__Problem to work on__
In the data below, the answer is the run of lines from the line containing "0,100% 100%,50% 72%,0" through the line containing "function drawText(font, color, halo, rows, align", both included; print it exactly and nothing else.
Source information START
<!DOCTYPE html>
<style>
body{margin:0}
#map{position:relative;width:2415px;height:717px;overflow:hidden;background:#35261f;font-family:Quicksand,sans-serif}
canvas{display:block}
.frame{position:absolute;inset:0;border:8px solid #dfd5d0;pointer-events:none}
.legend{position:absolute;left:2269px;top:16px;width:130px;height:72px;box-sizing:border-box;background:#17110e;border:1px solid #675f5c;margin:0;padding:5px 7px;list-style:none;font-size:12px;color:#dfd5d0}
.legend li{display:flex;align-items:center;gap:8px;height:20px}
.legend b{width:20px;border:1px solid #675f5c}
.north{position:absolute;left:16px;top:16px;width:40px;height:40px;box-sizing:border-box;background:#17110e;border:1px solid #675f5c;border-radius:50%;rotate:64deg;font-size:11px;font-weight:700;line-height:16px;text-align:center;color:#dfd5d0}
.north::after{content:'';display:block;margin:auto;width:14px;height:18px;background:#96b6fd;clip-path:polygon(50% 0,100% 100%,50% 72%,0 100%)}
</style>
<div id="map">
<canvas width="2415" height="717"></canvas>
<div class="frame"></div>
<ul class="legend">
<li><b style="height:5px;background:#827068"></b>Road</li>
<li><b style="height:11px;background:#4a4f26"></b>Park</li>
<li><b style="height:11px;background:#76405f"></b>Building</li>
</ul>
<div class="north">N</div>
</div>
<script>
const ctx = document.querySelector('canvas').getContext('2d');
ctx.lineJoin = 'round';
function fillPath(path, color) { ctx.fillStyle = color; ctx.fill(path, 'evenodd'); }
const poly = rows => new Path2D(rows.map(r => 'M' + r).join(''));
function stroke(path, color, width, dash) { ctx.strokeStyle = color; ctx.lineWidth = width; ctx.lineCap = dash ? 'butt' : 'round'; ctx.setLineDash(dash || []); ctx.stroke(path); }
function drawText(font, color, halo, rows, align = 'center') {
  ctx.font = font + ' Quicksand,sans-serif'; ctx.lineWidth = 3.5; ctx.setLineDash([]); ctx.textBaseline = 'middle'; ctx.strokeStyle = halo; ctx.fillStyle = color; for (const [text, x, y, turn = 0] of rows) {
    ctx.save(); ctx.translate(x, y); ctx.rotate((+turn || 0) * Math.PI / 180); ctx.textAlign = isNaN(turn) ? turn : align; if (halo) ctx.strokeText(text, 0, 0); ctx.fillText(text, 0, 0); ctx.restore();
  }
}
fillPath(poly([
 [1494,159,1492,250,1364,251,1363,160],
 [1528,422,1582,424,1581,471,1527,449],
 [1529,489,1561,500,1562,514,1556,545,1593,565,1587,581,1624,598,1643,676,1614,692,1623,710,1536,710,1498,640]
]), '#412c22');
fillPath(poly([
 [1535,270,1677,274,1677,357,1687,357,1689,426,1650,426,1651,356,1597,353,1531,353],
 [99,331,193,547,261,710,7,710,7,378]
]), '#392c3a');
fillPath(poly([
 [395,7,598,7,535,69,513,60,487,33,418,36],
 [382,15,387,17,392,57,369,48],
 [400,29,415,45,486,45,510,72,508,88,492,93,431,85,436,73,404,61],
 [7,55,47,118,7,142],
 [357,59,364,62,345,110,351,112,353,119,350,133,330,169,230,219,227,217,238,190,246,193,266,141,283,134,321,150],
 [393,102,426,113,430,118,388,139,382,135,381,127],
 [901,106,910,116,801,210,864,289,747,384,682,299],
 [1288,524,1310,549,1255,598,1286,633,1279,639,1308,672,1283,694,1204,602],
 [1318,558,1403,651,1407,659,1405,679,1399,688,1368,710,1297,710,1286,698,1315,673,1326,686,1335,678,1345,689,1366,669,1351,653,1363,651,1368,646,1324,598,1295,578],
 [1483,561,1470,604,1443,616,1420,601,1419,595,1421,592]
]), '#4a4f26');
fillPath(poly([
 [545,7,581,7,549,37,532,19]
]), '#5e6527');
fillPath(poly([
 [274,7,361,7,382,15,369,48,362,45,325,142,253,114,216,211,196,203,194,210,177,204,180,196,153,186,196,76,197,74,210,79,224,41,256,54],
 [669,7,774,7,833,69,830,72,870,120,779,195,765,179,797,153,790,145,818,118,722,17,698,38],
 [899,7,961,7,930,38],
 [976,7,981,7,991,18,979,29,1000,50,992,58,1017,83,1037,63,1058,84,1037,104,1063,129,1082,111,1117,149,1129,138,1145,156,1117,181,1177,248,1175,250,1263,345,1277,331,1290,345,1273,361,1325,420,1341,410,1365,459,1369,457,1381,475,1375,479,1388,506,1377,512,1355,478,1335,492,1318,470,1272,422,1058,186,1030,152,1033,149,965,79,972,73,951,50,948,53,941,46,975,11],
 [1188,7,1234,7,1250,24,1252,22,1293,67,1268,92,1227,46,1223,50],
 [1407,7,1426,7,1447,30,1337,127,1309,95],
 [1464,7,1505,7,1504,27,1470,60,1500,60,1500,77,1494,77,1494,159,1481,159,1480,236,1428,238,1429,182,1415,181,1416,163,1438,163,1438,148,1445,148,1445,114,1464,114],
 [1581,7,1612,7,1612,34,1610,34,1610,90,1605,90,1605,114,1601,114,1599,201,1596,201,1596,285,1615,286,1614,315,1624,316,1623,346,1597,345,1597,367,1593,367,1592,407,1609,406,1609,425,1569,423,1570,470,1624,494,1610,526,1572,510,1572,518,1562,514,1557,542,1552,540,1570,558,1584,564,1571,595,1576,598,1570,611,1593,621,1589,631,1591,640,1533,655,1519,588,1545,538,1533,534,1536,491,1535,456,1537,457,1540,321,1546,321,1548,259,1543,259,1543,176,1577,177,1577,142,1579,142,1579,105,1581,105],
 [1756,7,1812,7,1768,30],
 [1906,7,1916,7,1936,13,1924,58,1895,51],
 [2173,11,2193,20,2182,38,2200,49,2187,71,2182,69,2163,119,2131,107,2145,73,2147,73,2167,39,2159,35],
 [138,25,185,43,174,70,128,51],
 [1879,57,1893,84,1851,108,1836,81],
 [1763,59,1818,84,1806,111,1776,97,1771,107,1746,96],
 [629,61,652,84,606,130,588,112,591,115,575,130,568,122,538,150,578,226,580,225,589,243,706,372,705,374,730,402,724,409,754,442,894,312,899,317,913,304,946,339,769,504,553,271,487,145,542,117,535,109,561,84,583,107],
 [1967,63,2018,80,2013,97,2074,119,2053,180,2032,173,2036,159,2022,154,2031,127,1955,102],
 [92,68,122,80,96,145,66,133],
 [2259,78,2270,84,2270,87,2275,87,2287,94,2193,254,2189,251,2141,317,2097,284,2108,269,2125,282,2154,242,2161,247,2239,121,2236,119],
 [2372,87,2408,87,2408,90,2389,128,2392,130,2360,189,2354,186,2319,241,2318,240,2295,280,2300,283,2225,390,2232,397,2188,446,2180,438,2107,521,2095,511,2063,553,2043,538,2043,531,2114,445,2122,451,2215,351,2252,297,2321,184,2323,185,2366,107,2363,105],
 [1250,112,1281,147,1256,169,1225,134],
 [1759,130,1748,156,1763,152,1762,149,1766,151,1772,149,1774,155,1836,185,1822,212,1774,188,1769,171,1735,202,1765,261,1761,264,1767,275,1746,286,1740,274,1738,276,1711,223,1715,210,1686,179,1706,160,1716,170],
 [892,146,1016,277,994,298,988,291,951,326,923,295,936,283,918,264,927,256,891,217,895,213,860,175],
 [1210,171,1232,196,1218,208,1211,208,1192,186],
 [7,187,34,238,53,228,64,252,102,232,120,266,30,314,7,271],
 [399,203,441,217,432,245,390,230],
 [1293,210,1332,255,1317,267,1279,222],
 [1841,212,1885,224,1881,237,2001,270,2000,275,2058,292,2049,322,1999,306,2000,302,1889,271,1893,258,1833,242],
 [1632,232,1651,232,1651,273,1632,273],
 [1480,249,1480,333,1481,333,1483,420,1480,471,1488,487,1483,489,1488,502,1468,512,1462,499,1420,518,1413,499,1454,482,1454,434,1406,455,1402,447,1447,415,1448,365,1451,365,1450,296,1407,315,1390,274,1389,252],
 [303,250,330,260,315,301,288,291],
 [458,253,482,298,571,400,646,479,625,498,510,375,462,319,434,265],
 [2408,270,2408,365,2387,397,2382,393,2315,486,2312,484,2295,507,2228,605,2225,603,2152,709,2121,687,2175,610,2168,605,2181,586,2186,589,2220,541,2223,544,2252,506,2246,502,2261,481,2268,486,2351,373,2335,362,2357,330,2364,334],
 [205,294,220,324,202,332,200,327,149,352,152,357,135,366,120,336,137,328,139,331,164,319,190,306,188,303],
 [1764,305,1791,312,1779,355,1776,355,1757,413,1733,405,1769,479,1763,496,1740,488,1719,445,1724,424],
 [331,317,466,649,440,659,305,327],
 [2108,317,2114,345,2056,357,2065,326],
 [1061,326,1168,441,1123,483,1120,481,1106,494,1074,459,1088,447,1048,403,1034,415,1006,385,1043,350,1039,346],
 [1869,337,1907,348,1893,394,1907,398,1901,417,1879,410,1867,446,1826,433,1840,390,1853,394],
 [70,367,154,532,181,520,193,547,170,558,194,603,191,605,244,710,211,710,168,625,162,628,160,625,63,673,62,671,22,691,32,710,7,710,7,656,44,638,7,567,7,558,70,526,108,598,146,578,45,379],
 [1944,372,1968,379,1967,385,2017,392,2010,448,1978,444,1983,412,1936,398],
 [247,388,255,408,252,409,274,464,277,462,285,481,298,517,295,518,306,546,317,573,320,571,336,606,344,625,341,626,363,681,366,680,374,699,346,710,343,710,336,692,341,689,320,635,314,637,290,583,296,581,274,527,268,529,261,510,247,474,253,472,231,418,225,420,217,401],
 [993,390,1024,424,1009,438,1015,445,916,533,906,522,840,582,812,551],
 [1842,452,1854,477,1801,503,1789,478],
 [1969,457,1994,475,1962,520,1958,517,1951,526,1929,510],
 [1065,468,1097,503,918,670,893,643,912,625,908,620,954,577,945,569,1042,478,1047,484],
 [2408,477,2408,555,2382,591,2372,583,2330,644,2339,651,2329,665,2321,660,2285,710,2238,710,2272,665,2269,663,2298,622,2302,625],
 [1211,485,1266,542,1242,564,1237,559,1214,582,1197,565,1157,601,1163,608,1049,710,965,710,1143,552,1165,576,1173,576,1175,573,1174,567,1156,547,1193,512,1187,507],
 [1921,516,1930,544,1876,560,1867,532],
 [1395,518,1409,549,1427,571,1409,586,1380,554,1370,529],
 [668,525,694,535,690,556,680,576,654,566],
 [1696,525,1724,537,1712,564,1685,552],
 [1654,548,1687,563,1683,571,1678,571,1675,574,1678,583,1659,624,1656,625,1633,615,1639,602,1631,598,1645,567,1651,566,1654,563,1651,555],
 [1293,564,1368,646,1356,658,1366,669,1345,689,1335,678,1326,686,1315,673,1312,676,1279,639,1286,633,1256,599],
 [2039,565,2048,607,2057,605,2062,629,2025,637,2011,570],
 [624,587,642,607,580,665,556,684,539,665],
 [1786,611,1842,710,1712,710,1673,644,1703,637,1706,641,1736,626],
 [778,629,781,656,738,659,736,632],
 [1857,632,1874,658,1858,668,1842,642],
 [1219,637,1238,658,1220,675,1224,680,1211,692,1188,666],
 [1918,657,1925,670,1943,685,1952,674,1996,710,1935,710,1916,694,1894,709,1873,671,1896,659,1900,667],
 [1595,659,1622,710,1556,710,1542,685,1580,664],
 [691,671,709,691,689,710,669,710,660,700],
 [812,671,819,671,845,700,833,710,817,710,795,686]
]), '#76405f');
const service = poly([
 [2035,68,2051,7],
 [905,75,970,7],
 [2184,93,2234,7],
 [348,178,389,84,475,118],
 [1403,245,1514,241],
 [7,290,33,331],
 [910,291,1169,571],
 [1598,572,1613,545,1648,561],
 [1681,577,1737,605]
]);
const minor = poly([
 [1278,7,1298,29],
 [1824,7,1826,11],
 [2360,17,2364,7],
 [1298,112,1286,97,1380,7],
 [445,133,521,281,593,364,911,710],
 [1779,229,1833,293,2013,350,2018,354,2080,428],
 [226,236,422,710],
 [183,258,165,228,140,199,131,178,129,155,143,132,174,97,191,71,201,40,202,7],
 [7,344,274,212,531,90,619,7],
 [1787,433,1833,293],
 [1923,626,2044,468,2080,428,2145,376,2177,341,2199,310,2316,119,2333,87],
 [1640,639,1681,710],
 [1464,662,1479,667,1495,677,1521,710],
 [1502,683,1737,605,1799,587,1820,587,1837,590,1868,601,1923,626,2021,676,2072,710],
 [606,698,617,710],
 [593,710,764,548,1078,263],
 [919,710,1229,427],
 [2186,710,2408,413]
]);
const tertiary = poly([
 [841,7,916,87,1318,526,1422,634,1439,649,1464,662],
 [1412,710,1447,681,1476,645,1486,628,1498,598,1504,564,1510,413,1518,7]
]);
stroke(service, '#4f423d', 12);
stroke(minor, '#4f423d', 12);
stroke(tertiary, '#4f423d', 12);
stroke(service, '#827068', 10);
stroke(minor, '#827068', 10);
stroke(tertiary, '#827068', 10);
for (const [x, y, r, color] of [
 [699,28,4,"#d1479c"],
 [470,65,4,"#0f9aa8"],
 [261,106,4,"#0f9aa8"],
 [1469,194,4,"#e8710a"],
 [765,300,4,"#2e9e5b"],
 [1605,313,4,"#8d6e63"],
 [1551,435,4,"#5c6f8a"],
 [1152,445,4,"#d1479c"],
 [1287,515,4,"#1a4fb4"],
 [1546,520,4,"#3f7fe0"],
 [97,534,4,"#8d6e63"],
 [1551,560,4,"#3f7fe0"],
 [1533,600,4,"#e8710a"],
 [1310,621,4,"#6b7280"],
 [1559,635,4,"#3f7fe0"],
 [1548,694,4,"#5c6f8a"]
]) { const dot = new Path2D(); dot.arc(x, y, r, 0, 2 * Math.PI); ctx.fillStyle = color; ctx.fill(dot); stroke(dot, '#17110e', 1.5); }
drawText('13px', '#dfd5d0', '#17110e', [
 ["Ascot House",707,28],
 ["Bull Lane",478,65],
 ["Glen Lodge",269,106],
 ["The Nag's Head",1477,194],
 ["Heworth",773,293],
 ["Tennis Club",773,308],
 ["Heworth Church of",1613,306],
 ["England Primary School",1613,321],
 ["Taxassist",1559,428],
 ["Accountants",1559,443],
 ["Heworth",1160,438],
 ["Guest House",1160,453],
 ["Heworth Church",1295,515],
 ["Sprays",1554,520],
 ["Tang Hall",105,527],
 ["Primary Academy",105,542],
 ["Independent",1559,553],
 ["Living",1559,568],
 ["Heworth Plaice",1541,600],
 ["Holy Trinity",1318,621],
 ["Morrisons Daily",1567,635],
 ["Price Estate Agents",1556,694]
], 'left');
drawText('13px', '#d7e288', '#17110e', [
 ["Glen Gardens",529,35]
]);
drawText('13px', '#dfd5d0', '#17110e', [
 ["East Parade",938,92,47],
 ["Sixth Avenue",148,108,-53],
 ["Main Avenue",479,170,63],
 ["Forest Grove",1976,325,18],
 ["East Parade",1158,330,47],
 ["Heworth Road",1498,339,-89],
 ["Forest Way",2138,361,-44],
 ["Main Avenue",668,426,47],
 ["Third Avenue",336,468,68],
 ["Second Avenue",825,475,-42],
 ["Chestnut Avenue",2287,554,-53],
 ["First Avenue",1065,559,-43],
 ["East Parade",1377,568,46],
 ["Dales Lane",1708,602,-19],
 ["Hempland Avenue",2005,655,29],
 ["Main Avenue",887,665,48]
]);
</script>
Source information END
__Written answer__
.north::after{content:'';display:block;margin:auto;width:14px;height:18px;background:#96b6fd;clip-path:polygon(50% 0,100% 100%,50% 72%,0 100%)}
</style>
<div id="map">
<canvas width="2415" height="717"></canvas>
<div class="frame"></div>
<ul class="legend">
<li><b style="height:5px;background:#827068"></b>Road</li>
<li><b style="height:11px;background:#4a4f26"></b>Park</li>
<li><b style="height:11px;background:#76405f"></b>Building</li>
</ul>
<div class="north">N</div>
</div>
<script>
const ctx = document.querySelector('canvas').getContext('2d');
ctx.lineJoin = 'round';
function fillPath(path, color) { ctx.fillStyle = color; ctx.fill(path, 'evenodd'); }
const poly = rows => new Path2D(rows.map(r => 'M' + r).join(''));
function stroke(path, color, width, dash) { ctx.strokeStyle = color; ctx.lineWidth = width; ctx.lineCap = dash ? 'butt' : 'round'; ctx.setLineDash(dash || []); ctx.stroke(path); }
function drawText(font, color, halo, rows, align = 'center') {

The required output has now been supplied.